TASK REQUIREMENTS: Although pictures appear in the data, the answer should contain only the lines from its start through the line with "flex:none; width:55px; height:55px;", written out exactly.

Collected data entries:
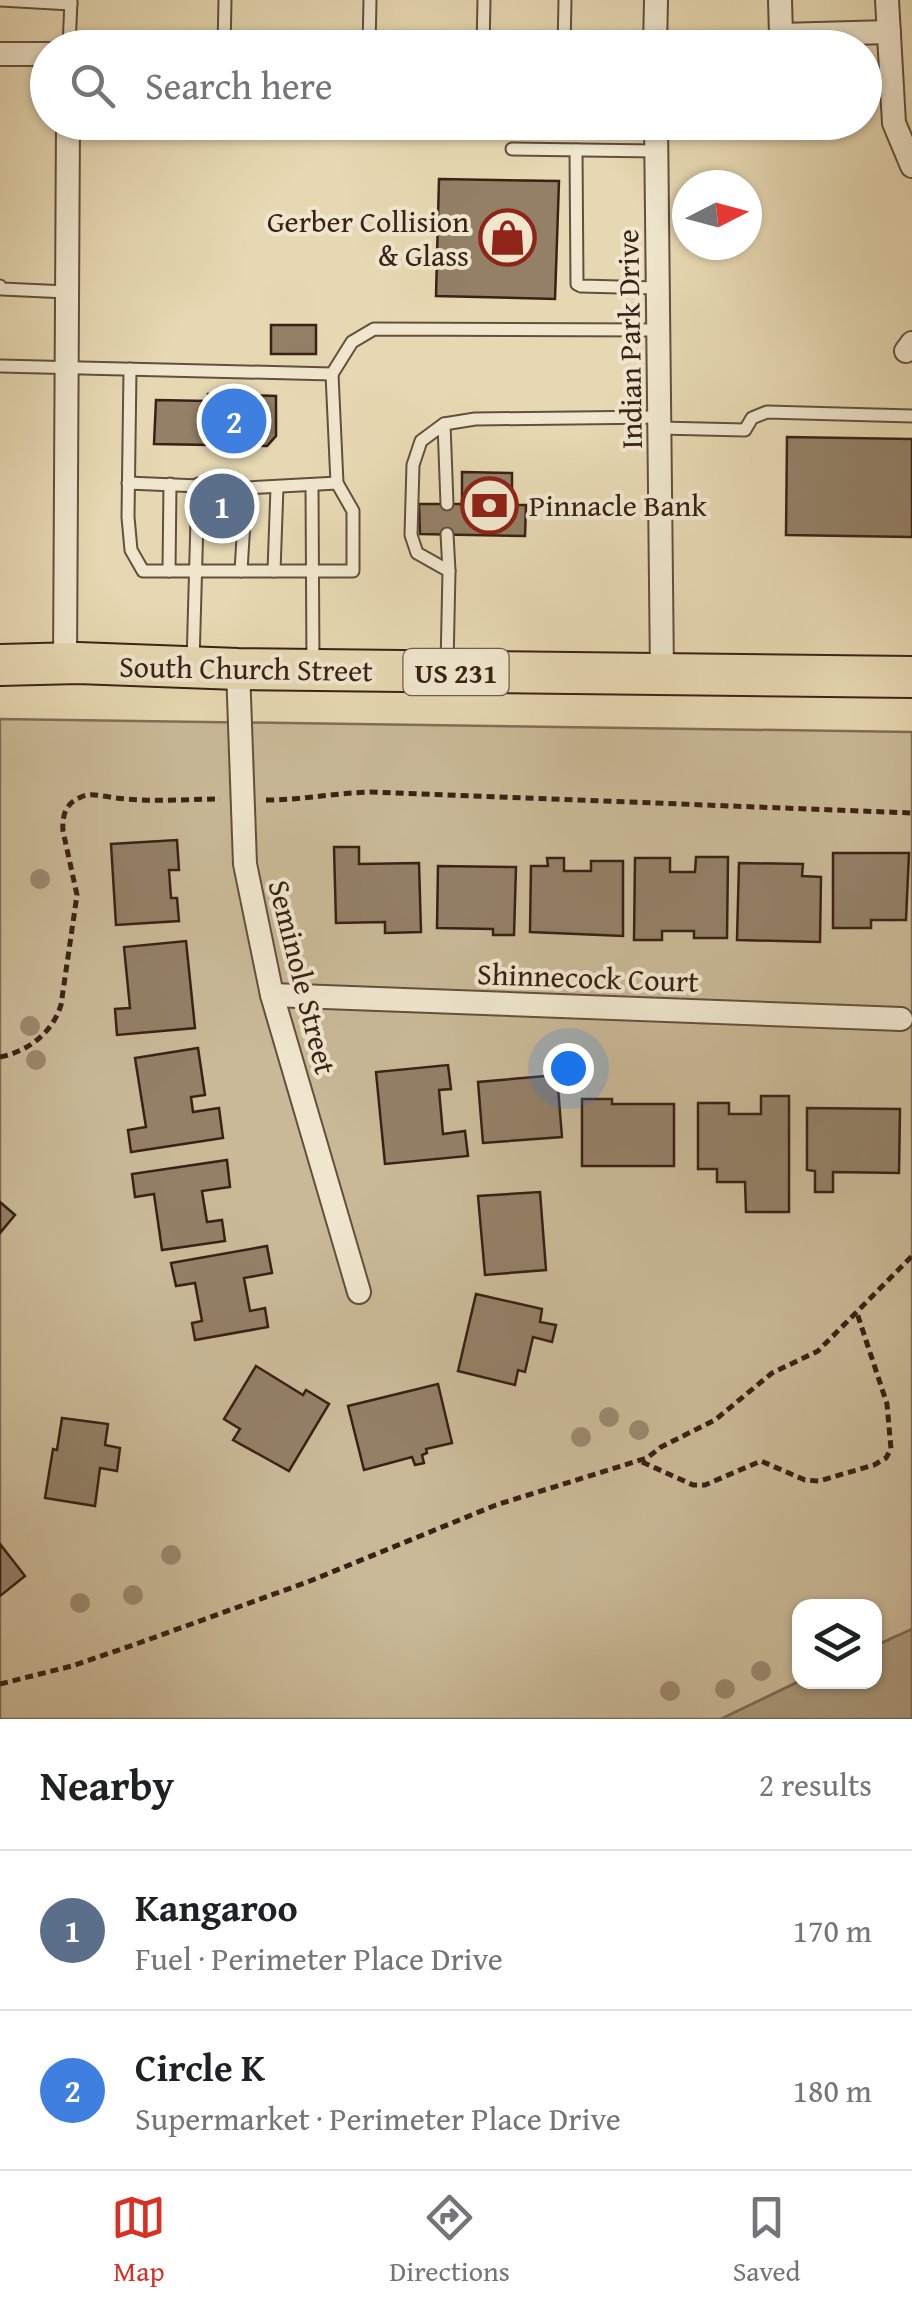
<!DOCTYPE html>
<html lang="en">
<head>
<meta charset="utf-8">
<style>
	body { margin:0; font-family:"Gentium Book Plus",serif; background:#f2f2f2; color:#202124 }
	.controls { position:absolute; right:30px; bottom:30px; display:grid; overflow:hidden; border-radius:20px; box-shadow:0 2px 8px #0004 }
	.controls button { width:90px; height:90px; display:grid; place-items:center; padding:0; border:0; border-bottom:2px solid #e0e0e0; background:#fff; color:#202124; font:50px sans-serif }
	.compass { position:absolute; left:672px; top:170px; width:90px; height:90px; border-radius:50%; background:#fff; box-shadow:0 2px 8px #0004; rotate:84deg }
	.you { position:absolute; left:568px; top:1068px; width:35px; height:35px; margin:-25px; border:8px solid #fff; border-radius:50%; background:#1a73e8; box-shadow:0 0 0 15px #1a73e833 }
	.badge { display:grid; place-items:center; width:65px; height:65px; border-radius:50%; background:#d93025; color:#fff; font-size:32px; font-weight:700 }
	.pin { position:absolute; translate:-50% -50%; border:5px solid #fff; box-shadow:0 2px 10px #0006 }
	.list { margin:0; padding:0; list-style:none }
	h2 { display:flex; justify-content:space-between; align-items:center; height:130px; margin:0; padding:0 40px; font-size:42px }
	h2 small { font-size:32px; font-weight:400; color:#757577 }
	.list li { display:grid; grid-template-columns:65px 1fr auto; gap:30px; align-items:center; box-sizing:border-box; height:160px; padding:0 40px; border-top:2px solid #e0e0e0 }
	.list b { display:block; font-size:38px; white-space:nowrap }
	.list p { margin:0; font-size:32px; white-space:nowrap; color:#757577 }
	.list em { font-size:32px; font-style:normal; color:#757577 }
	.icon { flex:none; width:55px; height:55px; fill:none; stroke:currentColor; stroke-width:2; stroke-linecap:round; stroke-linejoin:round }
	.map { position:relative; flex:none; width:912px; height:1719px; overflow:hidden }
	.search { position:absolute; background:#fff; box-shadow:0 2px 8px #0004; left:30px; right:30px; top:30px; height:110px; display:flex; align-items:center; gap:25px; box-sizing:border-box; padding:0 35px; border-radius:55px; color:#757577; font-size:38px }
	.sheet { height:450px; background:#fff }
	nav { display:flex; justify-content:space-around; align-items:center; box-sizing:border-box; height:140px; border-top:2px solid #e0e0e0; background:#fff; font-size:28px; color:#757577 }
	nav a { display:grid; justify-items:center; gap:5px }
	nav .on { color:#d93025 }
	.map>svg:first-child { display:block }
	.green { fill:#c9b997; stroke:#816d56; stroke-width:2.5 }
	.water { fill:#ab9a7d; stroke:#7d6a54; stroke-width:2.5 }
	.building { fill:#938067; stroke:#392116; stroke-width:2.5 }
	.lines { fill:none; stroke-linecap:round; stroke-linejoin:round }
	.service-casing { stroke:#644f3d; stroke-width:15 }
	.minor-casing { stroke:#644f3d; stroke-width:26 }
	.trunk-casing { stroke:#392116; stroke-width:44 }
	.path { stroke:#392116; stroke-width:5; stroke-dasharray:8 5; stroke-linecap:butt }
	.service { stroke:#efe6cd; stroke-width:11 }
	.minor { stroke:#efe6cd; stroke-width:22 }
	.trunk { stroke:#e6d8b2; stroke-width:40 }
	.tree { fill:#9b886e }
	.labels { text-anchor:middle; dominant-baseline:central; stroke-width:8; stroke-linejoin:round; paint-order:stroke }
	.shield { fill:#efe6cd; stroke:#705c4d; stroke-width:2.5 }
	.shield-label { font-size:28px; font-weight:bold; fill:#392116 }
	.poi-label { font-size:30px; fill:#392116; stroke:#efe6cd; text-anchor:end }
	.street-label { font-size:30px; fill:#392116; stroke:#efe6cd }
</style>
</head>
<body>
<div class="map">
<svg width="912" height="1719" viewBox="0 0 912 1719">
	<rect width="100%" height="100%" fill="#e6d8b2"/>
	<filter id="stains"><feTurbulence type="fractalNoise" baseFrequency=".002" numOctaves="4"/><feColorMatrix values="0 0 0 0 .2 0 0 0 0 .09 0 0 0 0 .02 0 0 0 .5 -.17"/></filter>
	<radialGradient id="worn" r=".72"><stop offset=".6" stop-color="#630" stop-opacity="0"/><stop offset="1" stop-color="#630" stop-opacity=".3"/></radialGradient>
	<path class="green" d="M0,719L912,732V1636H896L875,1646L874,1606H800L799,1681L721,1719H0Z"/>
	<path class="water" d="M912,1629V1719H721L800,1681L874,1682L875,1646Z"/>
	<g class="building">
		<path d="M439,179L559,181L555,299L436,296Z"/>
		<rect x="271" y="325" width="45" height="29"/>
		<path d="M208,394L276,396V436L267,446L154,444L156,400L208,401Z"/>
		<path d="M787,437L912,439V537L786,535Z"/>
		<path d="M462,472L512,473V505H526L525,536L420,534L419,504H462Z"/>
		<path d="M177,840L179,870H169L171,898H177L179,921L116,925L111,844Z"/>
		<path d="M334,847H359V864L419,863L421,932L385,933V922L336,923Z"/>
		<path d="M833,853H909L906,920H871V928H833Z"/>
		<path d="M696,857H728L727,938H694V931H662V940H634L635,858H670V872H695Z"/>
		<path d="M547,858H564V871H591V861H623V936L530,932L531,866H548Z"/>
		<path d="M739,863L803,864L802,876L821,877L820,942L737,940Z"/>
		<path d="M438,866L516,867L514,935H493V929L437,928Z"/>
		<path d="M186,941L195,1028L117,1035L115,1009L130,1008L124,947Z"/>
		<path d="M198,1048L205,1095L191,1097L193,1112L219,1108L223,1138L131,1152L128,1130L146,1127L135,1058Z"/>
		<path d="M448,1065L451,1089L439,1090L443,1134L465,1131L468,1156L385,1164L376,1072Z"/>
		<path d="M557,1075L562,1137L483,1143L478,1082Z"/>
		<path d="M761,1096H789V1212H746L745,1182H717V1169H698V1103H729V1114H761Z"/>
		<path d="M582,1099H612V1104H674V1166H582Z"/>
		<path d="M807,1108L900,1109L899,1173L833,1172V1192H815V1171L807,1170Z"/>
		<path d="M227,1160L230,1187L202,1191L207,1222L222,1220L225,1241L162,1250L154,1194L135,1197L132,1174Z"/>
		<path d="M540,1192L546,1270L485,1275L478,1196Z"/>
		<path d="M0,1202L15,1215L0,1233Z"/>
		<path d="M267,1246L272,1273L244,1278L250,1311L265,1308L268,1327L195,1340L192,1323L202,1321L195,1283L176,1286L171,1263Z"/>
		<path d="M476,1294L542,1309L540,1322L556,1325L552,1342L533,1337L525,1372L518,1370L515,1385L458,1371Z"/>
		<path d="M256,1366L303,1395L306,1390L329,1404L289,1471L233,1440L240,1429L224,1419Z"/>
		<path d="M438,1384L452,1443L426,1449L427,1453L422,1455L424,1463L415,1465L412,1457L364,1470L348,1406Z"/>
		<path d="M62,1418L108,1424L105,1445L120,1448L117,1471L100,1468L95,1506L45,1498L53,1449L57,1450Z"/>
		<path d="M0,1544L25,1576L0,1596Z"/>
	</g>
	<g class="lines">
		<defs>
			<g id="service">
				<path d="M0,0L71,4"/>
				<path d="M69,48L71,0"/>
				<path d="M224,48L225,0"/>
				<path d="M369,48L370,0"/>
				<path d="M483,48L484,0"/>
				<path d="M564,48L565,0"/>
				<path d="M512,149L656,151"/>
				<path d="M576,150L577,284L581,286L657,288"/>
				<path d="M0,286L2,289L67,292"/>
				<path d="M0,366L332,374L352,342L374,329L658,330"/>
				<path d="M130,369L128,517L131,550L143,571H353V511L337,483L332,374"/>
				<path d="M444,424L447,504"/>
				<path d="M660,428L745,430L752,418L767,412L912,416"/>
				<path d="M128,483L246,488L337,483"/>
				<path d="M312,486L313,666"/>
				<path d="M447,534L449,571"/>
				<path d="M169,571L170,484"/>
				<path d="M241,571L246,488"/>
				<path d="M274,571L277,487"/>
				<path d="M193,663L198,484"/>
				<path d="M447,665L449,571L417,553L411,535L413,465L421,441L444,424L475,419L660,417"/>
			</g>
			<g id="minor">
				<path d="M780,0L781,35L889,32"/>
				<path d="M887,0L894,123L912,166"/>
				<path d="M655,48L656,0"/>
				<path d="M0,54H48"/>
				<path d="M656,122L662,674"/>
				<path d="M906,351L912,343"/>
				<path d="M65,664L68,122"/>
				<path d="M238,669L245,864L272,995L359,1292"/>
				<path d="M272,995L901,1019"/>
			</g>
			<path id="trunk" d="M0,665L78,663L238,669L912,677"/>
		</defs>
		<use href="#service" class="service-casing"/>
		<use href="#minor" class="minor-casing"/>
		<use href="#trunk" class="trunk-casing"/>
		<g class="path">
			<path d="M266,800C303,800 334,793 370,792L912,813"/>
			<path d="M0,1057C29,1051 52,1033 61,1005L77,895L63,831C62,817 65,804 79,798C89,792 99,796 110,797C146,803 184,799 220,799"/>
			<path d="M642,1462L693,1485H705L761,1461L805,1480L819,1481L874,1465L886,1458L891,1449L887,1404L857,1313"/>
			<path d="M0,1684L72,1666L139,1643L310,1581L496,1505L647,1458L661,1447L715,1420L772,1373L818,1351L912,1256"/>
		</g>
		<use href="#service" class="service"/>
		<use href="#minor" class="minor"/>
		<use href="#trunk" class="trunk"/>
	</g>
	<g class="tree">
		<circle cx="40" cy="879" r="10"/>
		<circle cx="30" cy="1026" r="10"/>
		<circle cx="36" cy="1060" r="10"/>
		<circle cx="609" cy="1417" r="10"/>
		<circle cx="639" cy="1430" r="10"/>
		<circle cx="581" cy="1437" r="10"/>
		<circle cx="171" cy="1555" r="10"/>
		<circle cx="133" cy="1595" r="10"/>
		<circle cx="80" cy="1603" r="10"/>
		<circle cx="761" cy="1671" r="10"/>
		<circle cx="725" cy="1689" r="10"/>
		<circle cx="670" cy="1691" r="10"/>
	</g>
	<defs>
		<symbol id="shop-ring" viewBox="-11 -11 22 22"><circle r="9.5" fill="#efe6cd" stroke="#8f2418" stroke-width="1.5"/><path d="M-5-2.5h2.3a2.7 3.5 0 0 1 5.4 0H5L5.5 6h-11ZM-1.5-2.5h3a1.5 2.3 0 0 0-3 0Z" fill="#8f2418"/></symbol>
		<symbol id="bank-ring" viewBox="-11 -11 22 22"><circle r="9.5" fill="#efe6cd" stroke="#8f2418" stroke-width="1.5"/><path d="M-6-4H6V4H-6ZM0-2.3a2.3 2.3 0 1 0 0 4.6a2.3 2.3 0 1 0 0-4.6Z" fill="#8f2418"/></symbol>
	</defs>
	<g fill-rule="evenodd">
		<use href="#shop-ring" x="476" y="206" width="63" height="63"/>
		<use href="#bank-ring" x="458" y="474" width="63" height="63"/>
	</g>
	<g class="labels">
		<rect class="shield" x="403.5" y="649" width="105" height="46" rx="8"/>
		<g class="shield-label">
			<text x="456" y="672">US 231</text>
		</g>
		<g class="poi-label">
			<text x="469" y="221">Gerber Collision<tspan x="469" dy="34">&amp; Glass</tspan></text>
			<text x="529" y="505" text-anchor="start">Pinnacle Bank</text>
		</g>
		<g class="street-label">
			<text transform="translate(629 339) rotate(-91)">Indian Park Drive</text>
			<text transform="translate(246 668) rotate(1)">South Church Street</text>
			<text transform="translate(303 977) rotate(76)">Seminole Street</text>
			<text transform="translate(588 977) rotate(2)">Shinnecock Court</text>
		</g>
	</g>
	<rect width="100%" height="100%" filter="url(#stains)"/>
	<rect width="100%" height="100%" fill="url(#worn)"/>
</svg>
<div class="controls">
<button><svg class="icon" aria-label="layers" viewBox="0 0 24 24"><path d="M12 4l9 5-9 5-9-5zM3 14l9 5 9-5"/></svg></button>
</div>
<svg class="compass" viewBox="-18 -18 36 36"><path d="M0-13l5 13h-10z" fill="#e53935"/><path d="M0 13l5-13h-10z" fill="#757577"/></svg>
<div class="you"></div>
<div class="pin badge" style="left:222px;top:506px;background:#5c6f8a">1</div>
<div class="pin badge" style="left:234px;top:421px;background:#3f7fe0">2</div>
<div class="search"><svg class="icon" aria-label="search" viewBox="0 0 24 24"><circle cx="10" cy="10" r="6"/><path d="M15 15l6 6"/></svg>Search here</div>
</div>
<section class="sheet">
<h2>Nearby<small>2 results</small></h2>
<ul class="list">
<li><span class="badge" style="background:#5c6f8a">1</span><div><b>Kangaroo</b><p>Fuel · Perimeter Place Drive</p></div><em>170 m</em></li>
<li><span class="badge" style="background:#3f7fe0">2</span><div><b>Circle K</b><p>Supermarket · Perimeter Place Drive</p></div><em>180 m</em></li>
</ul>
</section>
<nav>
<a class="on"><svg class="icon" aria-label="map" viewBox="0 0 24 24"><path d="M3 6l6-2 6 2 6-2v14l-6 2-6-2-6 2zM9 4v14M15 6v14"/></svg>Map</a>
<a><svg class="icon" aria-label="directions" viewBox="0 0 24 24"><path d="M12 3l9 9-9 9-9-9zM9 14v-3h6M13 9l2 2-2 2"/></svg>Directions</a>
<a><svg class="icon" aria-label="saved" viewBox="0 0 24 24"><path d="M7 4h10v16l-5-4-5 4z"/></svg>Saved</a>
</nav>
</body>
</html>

TASK RESPONSE:
<!DOCTYPE html>
<html lang="en">
<head>
<meta charset="utf-8">
<style>
	body { margin:0; font-family:"Gentium Book Plus",serif; background:#f2f2f2; color:#202124 }
	.controls { position:absolute; right:30px; bottom:30px; display:grid; overflow:hidden; border-radius:20px; box-shadow:0 2px 8px #0004 }
	.controls button { width:90px; height:90px; display:grid; place-items:center; padding:0; border:0; border-bottom:2px solid #e0e0e0; background:#fff; color:#202124; font:50px sans-serif }
	.compass { position:absolute; left:672px; top:170px; width:90px; height:90px; border-radius:50%; background:#fff; box-shadow:0 2px 8px #0004; rotate:84deg }
	.you { position:absolute; left:568px; top:1068px; width:35px; height:35px; margin:-25px; border:8px solid #fff; border-radius:50%; background:#1a73e8; box-shadow:0 0 0 15px #1a73e833 }
	.badge { display:grid; place-items:center; width:65px; height:65px; border-radius:50%; background:#d93025; color:#fff; font-size:32px; font-weight:700 }
	.pin { position:absolute; translate:-50% -50%; border:5px solid #fff; box-shadow:0 2px 10px #0006 }
	.list { margin:0; padding:0; list-style:none }
	h2 { display:flex; justify-content:space-between; align-items:center; height:130px; margin:0; padding:0 40px; font-size:42px }
	h2 small { font-size:32px; font-weight:400; color:#757577 }
	.list li { display:grid; grid-template-columns:65px 1fr auto; gap:30px; align-items:center; box-sizing:border-box; height:160px; padding:0 40px; border-top:2px solid #e0e0e0 }
	.list b { display:block; font-size:38px; white-space:nowrap }
	.list p { margin:0; font-size:32px; white-space:nowrap; color:#757577 }
	.list em { font-size:32px; font-style:normal; color:#757577 }
	.icon { flex:none; width:55px; height:55px; fill:none; stroke:currentColor; stroke-width:2; stroke-linecap:round; stroke-linejoin:round }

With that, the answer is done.